● **What to work on**
Output exactly the lines spanning from the line containing "Bounding boxes for" to the last line of the entries, inclusive.

Stored items
::::::

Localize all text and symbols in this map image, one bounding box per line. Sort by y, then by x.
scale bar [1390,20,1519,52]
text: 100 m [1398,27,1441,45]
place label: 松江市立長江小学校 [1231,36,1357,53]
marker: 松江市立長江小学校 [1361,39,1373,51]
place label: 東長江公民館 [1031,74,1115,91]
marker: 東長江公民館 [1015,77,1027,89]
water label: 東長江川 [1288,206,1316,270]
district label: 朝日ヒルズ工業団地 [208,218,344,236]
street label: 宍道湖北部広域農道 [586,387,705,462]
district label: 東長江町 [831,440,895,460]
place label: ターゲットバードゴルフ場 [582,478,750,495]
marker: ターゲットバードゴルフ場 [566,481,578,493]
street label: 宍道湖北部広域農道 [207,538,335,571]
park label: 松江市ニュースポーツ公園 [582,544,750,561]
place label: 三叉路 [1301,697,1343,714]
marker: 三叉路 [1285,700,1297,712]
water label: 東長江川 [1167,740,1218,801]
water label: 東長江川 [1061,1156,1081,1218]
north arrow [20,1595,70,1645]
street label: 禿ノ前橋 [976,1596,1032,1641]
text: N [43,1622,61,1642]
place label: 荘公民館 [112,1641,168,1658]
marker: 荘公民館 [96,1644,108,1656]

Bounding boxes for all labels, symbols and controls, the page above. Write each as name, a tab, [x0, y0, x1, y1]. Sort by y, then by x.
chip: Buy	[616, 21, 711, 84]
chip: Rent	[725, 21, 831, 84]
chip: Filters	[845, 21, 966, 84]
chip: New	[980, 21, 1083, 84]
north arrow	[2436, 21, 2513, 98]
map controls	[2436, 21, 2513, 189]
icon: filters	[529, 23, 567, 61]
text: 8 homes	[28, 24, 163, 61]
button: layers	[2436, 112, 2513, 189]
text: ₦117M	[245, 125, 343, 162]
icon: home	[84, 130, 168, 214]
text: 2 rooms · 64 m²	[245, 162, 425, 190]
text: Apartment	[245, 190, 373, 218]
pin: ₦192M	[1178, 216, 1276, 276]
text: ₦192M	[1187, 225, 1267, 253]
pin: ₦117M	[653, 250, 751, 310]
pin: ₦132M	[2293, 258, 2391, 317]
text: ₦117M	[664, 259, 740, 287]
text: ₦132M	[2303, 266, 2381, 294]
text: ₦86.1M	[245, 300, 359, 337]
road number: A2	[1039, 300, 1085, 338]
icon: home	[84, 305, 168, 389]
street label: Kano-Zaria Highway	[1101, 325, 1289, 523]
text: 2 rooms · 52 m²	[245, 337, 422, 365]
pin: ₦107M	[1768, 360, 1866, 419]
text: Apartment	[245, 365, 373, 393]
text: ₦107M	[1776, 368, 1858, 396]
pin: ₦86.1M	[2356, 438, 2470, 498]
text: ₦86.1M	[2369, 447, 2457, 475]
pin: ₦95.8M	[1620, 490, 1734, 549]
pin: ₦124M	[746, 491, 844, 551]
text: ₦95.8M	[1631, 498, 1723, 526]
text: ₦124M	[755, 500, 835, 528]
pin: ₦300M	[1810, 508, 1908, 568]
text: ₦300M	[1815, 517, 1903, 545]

::::::

● **Exercise solution**
Bounding boxes for all labels, symbols and controls, the page above. Write each as name, a tab, [x0, y0, x1, y1]. Sort by y, then by x.
chip: Buy	[616, 21, 711, 84]
chip: Rent	[725, 21, 831, 84]
chip: Filters	[845, 21, 966, 84]
chip: New	[980, 21, 1083, 84]
north arrow	[2436, 21, 2513, 98]
map controls	[2436, 21, 2513, 189]
icon: filters	[529, 23, 567, 61]
text: 8 homes	[28, 24, 163, 61]
button: layers	[2436, 112, 2513, 189]
text: ₦117M	[245, 125, 343, 162]
icon: home	[84, 130, 168, 214]
text: 2 rooms · 64 m²	[245, 162, 425, 190]
text: Apartment	[245, 190, 373, 218]
pin: ₦192M	[1178, 216, 1276, 276]
text: ₦192M	[1187, 225, 1267, 253]
pin: ₦117M	[653, 250, 751, 310]
pin: ₦132M	[2293, 258, 2391, 317]
text: ₦117M	[664, 259, 740, 287]
text: ₦132M	[2303, 266, 2381, 294]
text: ₦86.1M	[245, 300, 359, 337]
road number: A2	[1039, 300, 1085, 338]
icon: home	[84, 305, 168, 389]
street label: Kano-Zaria Highway	[1101, 325, 1289, 523]
text: 2 rooms · 52 m²	[245, 337, 422, 365]
pin: ₦107M	[1768, 360, 1866, 419]
text: Apartment	[245, 365, 373, 393]
text: ₦107M	[1776, 368, 1858, 396]
pin: ₦86.1M	[2356, 438, 2470, 498]
text: ₦86.1M	[2369, 447, 2457, 475]
pin: ₦95.8M	[1620, 490, 1734, 549]
pin: ₦124M	[746, 491, 844, 551]
text: ₦95.8M	[1631, 498, 1723, 526]
text: ₦124M	[755, 500, 835, 528]
pin: ₦300M	[1810, 508, 1908, 568]
text: ₦300M	[1815, 517, 1903, 545]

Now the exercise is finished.